Emotional abandonment in a relationship occurs when one or both of its members has stopped supporting the other emotionally, or when both stopped supporting each other.
It is different from emotional abuse, which involves active behavior against the other (such as verbal aggression) and physical abuse.
Emotional neglect is characterized rather by omissions.
For example, a parent emotionally neglects the child when he does not show a sufficient level of affection and attention, while providing the physical needs of the child (food, medical care, material goods).
Emotional neglect in the life of a couple
There is a vast scientific literature on the negative repercussions that emotional neglect experienced in childhood produces in adulthood (increasing the risk of depression and other mental disorders), but less has been written about the importance of receiving emotional care and support even in the phases of successive life.
The most important context in this sense is that of the couple’s relationship.
In fact, since the goal of parenting is to create the ideal conditions for sustenance and psychological health for children, in the same way a healthy couple relationship should aspire to create a stable framework of mutual understanding, intimacy and care. .
Emotional support involves a combination of physical, behavioral, and cognitive aspects.
Emotional forms of physical support include exchanges of affection such as hugs, kisses, physical and sexual contact.
Spending time together with your partner, helping in a difficult situation, calling her if you’ve been away for a long time, etc. These are forms of emotional behavioral support.
Instead, cognitive emotional support involves listening, being patient, encouraging, understanding, and having empathy.
The manifestations of emotional support are not the same in all couples because they depend on a combination of personal factors (personality, character, etc.) and context (culture, situation, etc.).
However, there is a threshold below which the attitude of one or the couple implies a clear negligence and emotional abandonment.
Signs of emotional abandonment
For example, the complete or partial lack of physical contact does not reach the minimum threshold of emotional support necessary for the well-being of the couple. The same applies to the continued refusal to spend time with the partner.
However, only when emotional abandonment takes the form of a stable habit or disposition towards the other, can it be appropriately called abandonment. A partner who occasionally refuses to have sex or is cold after a fight cannot be considered an emotionally neglectful partner.

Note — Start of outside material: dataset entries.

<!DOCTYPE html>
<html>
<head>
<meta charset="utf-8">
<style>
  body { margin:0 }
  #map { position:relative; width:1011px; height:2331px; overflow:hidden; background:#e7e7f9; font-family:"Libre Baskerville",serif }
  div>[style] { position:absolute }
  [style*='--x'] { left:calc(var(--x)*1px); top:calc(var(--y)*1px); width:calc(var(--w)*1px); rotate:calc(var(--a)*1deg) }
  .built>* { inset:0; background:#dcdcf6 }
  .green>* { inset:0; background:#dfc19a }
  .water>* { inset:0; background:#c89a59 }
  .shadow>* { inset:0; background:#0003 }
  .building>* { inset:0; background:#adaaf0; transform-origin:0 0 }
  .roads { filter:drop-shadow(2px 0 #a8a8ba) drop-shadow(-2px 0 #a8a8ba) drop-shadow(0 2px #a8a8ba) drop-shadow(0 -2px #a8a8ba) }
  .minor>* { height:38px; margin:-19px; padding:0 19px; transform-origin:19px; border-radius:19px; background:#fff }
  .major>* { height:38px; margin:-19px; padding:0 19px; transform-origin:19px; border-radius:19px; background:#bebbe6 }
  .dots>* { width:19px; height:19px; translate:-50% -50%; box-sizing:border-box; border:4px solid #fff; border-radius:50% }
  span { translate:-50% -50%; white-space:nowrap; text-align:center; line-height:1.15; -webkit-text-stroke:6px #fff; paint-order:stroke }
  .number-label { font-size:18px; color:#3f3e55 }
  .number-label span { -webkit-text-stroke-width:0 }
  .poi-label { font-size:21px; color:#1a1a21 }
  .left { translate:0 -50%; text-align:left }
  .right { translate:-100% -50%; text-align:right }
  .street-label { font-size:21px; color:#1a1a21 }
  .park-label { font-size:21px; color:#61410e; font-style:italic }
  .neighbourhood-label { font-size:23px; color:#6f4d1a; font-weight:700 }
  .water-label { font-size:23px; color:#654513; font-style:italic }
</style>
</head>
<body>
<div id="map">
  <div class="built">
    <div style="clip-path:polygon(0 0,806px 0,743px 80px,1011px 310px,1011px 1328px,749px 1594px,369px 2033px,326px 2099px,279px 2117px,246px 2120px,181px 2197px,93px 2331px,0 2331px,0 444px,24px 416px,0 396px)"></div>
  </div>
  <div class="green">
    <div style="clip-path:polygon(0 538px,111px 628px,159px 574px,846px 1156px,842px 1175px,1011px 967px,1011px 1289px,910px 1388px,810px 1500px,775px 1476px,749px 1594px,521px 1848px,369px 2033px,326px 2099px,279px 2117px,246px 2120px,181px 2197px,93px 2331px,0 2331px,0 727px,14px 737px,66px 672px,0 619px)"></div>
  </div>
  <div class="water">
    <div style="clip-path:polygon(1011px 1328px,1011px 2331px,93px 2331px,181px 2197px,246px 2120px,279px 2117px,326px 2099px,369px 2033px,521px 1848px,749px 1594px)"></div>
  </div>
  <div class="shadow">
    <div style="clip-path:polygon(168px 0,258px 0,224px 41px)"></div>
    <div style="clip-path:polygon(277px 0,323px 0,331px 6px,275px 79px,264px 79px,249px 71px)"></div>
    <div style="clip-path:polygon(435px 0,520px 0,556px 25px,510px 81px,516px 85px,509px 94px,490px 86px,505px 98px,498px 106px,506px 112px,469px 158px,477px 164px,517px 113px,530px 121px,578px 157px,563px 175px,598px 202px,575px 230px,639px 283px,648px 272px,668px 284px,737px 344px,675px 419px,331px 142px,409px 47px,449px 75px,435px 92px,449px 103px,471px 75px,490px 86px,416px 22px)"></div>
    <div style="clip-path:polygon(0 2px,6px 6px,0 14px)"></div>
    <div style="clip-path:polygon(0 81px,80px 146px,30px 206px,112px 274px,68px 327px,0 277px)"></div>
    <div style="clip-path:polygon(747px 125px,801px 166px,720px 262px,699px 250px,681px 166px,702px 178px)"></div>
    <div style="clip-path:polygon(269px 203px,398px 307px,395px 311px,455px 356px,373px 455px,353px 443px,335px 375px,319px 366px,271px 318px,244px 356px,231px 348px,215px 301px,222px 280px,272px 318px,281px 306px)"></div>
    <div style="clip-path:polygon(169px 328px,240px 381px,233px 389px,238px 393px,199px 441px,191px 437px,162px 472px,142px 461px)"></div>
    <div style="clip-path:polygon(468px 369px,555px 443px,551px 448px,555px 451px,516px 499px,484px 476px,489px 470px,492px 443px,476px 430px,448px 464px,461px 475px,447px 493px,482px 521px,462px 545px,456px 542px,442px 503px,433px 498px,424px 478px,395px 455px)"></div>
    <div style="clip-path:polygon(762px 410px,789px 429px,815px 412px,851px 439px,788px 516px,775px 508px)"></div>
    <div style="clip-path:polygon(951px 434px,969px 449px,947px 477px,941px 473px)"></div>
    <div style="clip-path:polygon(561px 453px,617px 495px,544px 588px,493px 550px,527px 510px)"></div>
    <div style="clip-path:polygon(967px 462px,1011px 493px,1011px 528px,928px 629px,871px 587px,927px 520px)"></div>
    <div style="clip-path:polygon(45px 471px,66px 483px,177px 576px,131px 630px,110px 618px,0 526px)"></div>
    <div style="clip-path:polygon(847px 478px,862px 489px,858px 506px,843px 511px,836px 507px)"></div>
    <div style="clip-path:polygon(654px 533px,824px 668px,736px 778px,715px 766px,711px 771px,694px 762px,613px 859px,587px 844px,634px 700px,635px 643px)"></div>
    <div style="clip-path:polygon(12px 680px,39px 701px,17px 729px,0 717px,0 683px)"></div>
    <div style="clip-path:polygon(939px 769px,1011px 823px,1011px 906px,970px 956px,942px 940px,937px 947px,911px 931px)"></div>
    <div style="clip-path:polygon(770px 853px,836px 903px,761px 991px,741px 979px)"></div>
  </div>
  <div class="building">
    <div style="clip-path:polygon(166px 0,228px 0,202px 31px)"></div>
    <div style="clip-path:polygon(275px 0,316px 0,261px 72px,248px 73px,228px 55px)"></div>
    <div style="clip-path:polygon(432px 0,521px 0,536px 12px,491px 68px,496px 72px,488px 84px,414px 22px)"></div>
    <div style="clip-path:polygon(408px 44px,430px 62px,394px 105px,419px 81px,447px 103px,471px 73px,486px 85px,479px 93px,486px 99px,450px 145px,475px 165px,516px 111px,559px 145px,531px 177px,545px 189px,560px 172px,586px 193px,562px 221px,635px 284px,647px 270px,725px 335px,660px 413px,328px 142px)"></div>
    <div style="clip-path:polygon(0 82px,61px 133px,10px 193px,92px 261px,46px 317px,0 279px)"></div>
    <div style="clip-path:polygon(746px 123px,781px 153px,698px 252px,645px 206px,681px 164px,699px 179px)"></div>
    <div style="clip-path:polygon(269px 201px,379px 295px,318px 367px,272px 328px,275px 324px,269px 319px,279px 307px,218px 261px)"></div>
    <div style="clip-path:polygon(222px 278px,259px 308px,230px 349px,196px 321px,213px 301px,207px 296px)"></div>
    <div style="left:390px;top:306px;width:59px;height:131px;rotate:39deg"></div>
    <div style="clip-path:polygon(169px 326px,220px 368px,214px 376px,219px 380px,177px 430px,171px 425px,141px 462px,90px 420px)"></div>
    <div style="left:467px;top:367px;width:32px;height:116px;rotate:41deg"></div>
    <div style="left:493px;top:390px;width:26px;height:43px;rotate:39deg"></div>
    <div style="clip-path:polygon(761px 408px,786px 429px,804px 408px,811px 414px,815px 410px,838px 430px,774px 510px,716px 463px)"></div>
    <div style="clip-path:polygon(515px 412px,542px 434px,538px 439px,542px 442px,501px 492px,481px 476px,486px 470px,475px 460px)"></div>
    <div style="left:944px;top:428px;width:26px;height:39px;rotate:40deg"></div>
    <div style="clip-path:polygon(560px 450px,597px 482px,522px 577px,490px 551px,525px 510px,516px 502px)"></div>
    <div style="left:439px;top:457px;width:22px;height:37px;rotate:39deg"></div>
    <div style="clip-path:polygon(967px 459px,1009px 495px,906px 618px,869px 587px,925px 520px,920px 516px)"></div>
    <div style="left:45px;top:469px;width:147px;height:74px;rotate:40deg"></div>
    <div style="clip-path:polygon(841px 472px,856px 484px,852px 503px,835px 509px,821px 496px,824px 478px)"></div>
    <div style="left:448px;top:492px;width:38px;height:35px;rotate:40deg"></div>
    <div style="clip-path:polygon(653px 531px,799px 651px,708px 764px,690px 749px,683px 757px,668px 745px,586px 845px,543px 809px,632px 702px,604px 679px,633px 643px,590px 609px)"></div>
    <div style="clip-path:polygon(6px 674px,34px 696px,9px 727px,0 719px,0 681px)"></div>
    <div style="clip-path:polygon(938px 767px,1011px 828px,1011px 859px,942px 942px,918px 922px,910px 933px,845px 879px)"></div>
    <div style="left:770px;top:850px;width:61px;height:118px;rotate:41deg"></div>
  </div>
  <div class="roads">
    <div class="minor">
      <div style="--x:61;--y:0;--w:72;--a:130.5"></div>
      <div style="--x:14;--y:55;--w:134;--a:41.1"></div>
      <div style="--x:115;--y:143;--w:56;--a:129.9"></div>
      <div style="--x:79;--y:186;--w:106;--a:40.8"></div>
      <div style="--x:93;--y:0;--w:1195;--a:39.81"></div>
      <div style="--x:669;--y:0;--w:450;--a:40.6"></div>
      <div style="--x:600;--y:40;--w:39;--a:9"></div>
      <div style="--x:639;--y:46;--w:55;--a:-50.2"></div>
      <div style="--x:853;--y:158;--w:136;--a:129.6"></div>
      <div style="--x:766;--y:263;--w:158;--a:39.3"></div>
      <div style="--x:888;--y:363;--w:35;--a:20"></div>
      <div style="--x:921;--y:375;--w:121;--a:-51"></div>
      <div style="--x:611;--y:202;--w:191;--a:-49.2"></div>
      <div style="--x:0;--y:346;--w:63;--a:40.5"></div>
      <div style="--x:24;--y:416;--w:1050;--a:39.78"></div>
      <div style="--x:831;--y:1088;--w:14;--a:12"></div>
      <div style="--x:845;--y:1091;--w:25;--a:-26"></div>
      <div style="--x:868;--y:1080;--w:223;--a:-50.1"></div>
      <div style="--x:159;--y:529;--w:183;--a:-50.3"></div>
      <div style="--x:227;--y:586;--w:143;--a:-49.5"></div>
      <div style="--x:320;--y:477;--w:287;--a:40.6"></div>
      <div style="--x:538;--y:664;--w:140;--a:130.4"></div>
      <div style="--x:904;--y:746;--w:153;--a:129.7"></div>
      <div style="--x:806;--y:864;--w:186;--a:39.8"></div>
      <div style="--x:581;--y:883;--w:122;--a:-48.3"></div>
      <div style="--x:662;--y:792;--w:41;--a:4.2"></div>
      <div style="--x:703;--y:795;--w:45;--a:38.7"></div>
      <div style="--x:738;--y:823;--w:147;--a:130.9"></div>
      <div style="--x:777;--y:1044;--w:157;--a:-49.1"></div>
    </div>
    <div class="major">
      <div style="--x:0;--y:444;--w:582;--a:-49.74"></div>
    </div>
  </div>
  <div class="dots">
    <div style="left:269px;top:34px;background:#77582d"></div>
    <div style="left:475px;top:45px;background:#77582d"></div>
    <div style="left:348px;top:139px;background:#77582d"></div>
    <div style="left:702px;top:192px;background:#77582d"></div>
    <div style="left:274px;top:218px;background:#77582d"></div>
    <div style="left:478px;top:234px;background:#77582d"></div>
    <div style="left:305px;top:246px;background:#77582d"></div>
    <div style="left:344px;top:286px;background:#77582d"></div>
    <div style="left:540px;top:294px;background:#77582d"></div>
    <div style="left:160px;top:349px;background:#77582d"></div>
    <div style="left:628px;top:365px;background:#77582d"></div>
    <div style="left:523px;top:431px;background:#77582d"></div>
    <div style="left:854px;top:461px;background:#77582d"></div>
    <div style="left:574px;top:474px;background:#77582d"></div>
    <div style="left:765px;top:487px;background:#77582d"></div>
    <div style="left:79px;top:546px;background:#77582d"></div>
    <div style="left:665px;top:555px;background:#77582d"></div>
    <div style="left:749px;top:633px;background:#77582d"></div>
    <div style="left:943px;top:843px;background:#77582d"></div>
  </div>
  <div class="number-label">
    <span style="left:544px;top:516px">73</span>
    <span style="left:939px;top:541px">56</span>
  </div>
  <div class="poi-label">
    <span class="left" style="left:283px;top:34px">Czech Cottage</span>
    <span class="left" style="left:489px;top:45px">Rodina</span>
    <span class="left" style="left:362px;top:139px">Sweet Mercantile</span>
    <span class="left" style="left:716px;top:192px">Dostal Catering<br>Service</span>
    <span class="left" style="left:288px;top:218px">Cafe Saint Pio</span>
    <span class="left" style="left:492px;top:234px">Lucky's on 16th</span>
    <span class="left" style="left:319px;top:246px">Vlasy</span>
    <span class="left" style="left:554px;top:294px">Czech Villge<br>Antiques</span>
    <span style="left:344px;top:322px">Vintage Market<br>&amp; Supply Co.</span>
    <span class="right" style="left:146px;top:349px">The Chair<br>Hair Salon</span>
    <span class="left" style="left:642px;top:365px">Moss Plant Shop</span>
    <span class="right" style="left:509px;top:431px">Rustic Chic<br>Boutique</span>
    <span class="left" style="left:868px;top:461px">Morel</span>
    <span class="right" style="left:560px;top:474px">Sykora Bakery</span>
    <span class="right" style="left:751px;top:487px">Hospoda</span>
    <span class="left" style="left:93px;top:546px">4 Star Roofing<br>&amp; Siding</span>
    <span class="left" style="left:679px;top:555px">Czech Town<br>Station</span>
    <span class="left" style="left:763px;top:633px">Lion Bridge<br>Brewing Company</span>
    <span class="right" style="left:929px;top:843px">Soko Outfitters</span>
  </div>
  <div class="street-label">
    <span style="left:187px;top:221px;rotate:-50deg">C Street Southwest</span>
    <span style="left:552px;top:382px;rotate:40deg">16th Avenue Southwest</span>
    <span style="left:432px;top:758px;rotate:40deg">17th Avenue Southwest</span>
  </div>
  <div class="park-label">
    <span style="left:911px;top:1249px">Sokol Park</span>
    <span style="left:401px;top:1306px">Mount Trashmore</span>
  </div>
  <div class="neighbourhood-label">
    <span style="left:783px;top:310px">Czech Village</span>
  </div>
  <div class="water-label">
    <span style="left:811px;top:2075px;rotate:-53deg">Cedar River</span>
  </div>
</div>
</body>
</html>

Causes and possible solutions
The underlying causes of such an attitude can be diverse: it may depend on an excessive preoccupation with work or other problems related or not with the partner; it can be due to a narcissistic personality disorder or it can be caused by neuropsychological dysfunctions that impair the ability to express emotions (as on the autism spectrum).
For the purposes of our psychological well-being, it is essential to be able to identify an eventual predisposition of our partner to emotional abandonment, as well as to become aware of an equally eventual negligent attitude.
For this purpose, it is important to reflect on some factors, such as one-way or two-way emotional support within the partner, the duration of the attitude, the reasonableness of mutual expectations, and any specific modes of emotional abandonment (physical, behavioral, or cognitive). ).
Acquiring awareness of dysfunctional behavior is the first step in addressing the problem.
This is not a trivial matter, as a person can spend years in a dysfunctional relationship due to emotional neglect and not fully understand why they feel so unhappy.
In fact, although cases of psychological and physical abuse involve the implementation of offensive behavior, in cases of emotional abandonment there are only omissions.
The emotionally neglectful partner, after all, does nothing wrong. Despite this, emotional neglect can be very painful and seriously compromise the quality of life and the stability and duration of the couple.
Therefore, realizing that we are in such a relationship can be an important first step in resolving deep unhappiness.